Regard de Chine, regard de France.

           Et oui, ça y est : les médias sont passés à autre chose. On n'entendra plus parler de la Chine avant début août peut-être... Ceci est justifié, notamment parce qu'avant de parler des droits de l'homme, il faut pouvoir manger à sa faim. Et encore, même les émeutes de la faim commencent à devenir has been...

            Pour ma part, je continue à lire deci delà : tout d'abord, quelques références vraiment intéressantes comme l'article de Jérôme Leroy sur Marianne2, "Le Tibet m'agace", qui résume avec beaucoup d'ironie cette flambée bon teint d'amour pour le Tibet. Sans vraiment savoir ce qu'est le Tibet, la réalité de sa situation politique et les implications d'un Tibet libre, la situation des autres minorités et des Han eux-mêmes en Chine et ce que suppose le bouddhisme tibérain. Ce n'est pas politiquement correct et a l'avantage de réellement poser les termes du débat plutôt que de réagir avec émotion et indignation seulement. Concernant l'indignation, Elisabeth Levy signe une chronique détonnante, "Le bal des indignés. Indignation ne signifie pas souvent information" sur le site d'Arrêt sur image (pour décrypter l'actualité et prendre un peu de distance ; peut-être n'aurez-vous pas accès à l'article si vous n'êtes pas abonné : mais abonnez-vous, ça n'est pas si cher et cela vaut le coup/coût). Enfin, le site Anti-CNN : précisons tout de suite qu'il s'agit ici non de décrypter l'information pour obtenir une certaine véracité des faits, mais plutôt de dénigrer les médias occidentaux afin de défendre l'honneur chinois. Toutefois, certaines choses fort intéressantes y sont pointées, comme cette confusion permanente où l'on accuse des policiers chinois de molester des gens (ce qui arrive ailleurs, mais pas sur les photos utilisées) alors qu'il s'agit de policiers et soldats népalais ou indiens. Et oui : une erreur jette toujours à bas la confiance que l'on a dans l'ensemble du système.
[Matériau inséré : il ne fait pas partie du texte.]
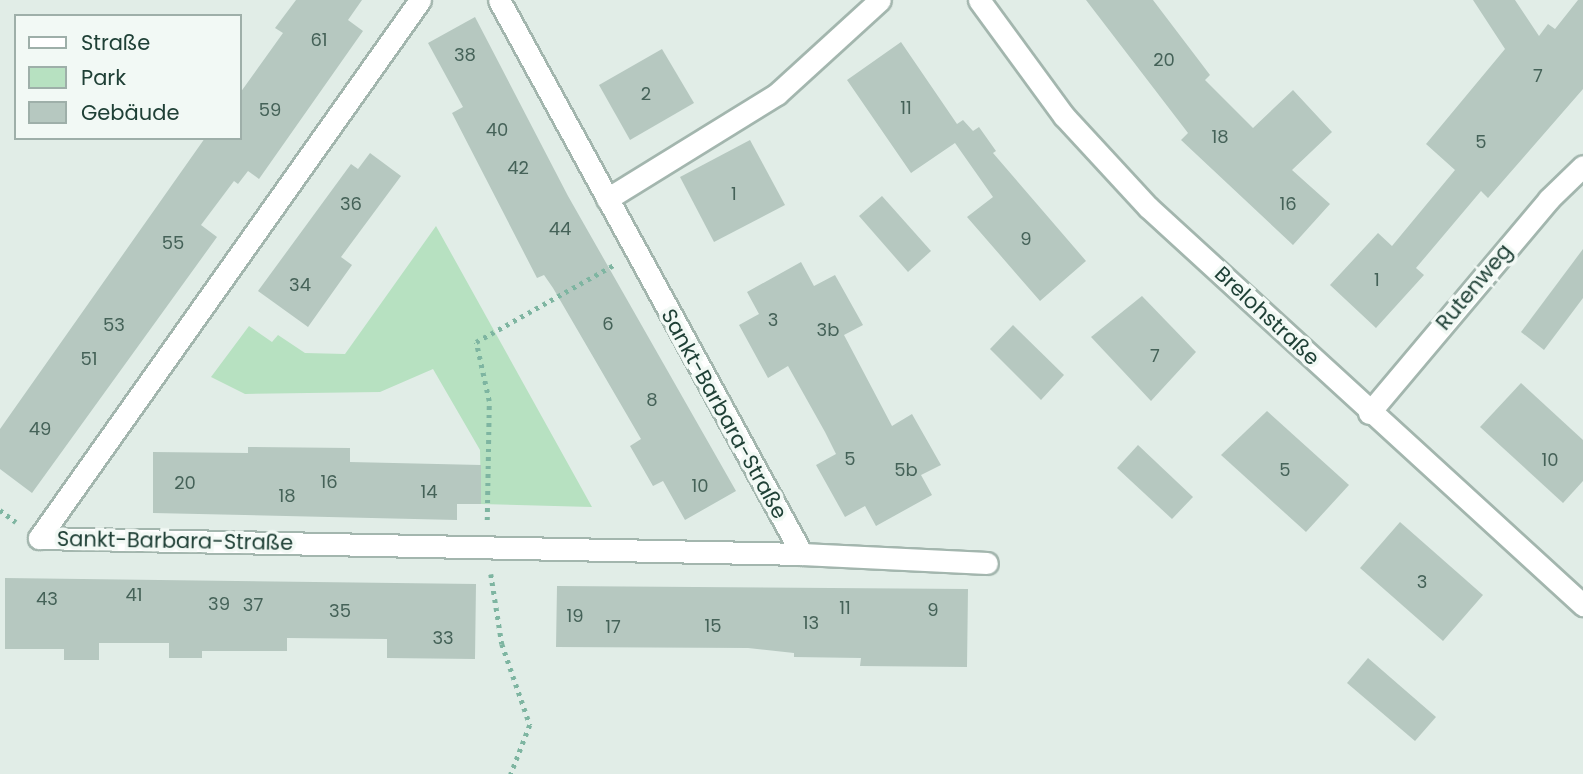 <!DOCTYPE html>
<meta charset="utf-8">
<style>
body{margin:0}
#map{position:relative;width:1583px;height:774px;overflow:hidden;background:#e1ede7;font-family:Poppins,sans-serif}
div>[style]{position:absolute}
.green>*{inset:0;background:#b7e1c1}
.building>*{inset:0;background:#b6c8c0}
.path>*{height:4.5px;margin-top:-2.25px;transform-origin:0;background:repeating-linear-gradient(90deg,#7eb5a1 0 3.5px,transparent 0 8.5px)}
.roads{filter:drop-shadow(2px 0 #a3b6ae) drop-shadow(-2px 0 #a3b6ae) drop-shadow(0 2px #a3b6ae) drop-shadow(0 -2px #a3b6ae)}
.minor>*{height:21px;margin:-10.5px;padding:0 10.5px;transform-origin:10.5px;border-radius:10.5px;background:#fff}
span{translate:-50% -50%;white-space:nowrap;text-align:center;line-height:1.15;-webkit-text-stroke:7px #f2f9f5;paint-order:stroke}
.number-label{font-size:18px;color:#456258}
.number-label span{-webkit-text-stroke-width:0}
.street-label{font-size:21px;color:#1f4036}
.legend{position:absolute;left:14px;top:14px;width:228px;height:126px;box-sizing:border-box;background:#f2f9f5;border:2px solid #9eafa9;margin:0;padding:9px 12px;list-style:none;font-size:21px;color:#1f4036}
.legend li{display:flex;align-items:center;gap:14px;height:35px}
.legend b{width:35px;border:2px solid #9eafa9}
</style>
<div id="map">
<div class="green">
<div style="clip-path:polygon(436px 226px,592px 507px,481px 504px,480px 450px,433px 369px,380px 392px,245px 394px,211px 377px,249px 326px,272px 342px,278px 335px,305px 353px,345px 354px)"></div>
</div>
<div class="building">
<div style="clip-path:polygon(296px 0,362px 0,348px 20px,363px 31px,259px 179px,248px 171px,238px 184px,234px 181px,201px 225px,217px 237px,32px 493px,0 469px,0 429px,205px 138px,240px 138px,240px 93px,283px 33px,275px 28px)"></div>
<div style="clip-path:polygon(1086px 0,1153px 0,1210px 75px,1205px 80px,1253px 128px,1293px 90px,1332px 132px,1292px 170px,1330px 204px,1293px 245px,1181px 140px,1188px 133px)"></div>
<div style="clip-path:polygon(1473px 0,1515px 0,1539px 36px,1548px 24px,1555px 29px,1578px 0,1583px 0,1583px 89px,1488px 198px,1481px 191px,1416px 268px,1424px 275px,1376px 328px,1330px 285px,1378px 233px,1392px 246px,1455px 170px,1426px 144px,1505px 49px)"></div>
<div style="clip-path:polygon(475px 17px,568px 196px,736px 491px,685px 520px,663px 481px,653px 486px,630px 446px,641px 439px,553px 288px,544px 275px,537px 278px,452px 113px,463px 107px,428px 43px)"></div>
<div style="clip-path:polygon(901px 42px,957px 124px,963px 120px,973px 131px,979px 127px,996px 151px,993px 153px,1086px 261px,1040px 301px,967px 217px,993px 197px,955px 143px,911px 173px,847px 80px)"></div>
<div style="clip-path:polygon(662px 49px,694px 103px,630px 140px,599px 85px)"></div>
<div style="clip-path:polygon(750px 140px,785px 205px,714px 242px,680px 177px)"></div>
<div style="clip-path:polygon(370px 153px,401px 176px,341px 257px,352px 265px,308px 327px,258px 291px,351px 164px,358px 169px)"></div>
<div style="clip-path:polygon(882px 196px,931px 251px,908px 272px,859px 216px)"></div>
<div style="clip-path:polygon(1583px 249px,1583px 298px,1544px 350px,1521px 332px)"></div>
<div style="clip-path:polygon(801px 262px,814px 286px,835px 275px,863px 325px,844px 335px,892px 426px,912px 414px,941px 465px,921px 475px,932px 495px,876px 526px,865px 506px,845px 517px,816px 465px,836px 454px,825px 432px,788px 366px,768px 378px,739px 325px,759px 314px,747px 292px)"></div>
<div style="clip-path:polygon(1142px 296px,1196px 352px,1151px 401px,1091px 337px)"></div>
<div style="clip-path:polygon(1013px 325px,1064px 375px,1041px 400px,990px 349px)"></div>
<div style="clip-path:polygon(1521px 383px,1583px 440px,1583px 481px,1563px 503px,1480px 427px)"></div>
<div style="clip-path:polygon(1267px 411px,1349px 485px,1306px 532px,1221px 455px)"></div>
<div style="clip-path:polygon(1138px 445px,1193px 497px,1172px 519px,1117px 468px)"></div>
<div style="clip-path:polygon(248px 447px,350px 448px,350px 462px,481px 465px,481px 504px,457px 504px,457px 520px,153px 513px,153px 452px,248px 453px)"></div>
<div style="clip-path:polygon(1400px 522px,1483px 595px,1443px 641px,1360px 568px)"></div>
<div style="clip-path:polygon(5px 578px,476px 584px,475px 659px,387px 658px,387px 639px,287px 638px,287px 651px,202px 651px,202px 658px,169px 658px,169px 643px,99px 643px,99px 660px,64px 660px,64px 649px,5px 649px)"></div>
<div style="clip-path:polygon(557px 586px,968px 589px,967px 667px,860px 666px,861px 658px,794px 657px,794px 653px,748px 648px,556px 647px)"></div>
<div style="clip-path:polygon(1368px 658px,1436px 717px,1415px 741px,1347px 683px)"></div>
</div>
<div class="path">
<div style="left:0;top:510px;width:20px;rotate:37deg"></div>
<div style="left:487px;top:520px;width:119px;rotate:-89deg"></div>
<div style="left:489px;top:401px;width:60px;rotate:-102.4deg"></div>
<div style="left:476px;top:342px;width:158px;rotate:-29.2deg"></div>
<div style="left:491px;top:574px;width:71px;rotate:81.1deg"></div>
<div style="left:502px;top:644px;width:86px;rotate:70.9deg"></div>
<div style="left:530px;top:725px;width:53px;rotate:111.2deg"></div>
</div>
<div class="roads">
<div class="minor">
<div style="left:979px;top:0;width:144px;rotate:53.8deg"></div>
<div style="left:1064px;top:116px;width:124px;rotate:47.3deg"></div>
<div style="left:1148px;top:207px;width:590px;rotate:42.46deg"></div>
<div style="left:607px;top:199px;width:200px;rotate:-31.7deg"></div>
<div style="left:777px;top:94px;width:139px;rotate:-42.4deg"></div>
<div style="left:1369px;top:413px;width:280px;rotate:-49.9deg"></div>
<div style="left:1549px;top:199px;width:47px;rotate:-44.1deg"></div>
<div style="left:39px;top:538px;width:763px;rotate:1.2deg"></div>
<div style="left:802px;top:554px;width:631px;rotate:-118.68deg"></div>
<div style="left:39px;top:538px;width:659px;rotate:-54.69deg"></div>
<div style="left:802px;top:554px;width:185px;rotate:2.8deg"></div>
</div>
</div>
<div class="number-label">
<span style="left:319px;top:40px">61</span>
<span style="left:465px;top:55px">38</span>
<span style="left:1164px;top:60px">20</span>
<span style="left:1538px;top:76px">7</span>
<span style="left:646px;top:94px">2</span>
<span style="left:906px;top:108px">11</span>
<span style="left:270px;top:110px">59</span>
<span style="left:497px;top:130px">40</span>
<span style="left:1220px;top:137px">18</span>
<span style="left:1481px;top:142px">5</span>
<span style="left:518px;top:168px">42</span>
<span style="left:734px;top:194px">1</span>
<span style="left:351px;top:204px">36</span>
<span style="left:1288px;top:204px">16</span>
<span style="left:560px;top:229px">44</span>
<span style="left:1026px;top:239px">9</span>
<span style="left:173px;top:243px">55</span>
<span style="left:1377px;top:280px">1</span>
<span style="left:300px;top:285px">34</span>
<span style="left:773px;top:320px">3</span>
<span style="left:608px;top:324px">6</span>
<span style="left:114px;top:325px">53</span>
<span style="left:828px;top:330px">3b</span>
<span style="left:1155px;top:356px">7</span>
<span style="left:89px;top:359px">51</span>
<span style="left:652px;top:400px">8</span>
<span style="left:40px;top:429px">49</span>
<span style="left:850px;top:459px">5</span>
<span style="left:1550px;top:460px">10</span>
<span style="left:906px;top:470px">5b</span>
<span style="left:1285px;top:470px">5</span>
<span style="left:329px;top:482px">16</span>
<span style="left:185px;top:483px">20</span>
<span style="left:700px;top:486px">10</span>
<span style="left:429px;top:492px">14</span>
<span style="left:287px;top:496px">18</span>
<span style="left:1422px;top:582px">3</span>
<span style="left:134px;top:595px">41</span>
<span style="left:47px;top:599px">43</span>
<span style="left:219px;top:604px">39</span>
<span style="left:253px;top:605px">37</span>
<span style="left:845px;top:608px">11</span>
<span style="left:933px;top:610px">9</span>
<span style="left:340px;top:611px">35</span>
<span style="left:575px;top:616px">19</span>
<span style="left:811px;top:623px">13</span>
<span style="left:713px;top:626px">15</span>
<span style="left:613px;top:627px">17</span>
<span style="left:443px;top:638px">33</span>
</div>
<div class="street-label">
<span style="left:1474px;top:287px;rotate:-50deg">Rutenweg</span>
<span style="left:1267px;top:316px;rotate:43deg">Brelohstraße</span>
<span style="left:724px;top:414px;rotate:61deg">Sankt-Barbara-Straße</span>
<span style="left:175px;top:541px;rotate:1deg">Sankt-Barbara-Straße</span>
</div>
<ul class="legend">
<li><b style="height:9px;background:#fff"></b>Straße</li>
<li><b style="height:19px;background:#b7e1c1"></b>Park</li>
<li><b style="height:19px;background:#b6c8c0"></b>Gebäude</li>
</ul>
</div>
            Il y a quelques jours, grande conversation avec une très bonne amie chinoise. Pékinoise actuellement aux Etats-Unis pour finir son diplôme, elle s'installera à Hongkong dans quelques mois pour travailler pour une grande banque américaine. Elle fait partie de cette génération d'étudiants plutôt chanceux : avec une mère chef d'entreprise elle-même émigrée à l'étranger, elle est originaire de la capitale, a fait d'excellentes études et a suffisamment d'argent (parents ? bourse ?) pour étudier à l'étranger pendant quelques années ; beaucoup de pugnacité aussi, de passion pour apprendre et comprendre.
                Et cette amie est désemparée par tout ce qu'elle entend actuellement sur son pays ; elle tente de défendre son pays, mais sent que ses arguments ne convainquent pas, n'ont aucune prise sur des gens qui se déclarent plus "au courant" qu'elle-même ou porteurs de valeurs nécessairement meilleures. Le choc des cultures s'approfondit, elle ne comprend plus ces deux pays qui l'ont accueillie : les Etats-Unis, la France. Si elle convient qu'une partie de son éducation a été un lavage de cerveau, elle accuse aussi les médias occidentaux de cacher des choses, d'en exagérer d'autres et de critiquer de manière extrêmement violente son pays sans fondement ; pour elle, la majorité des gens qui parlent du Tibet n'y sont pas allés, et donc leur argumentation est infondée.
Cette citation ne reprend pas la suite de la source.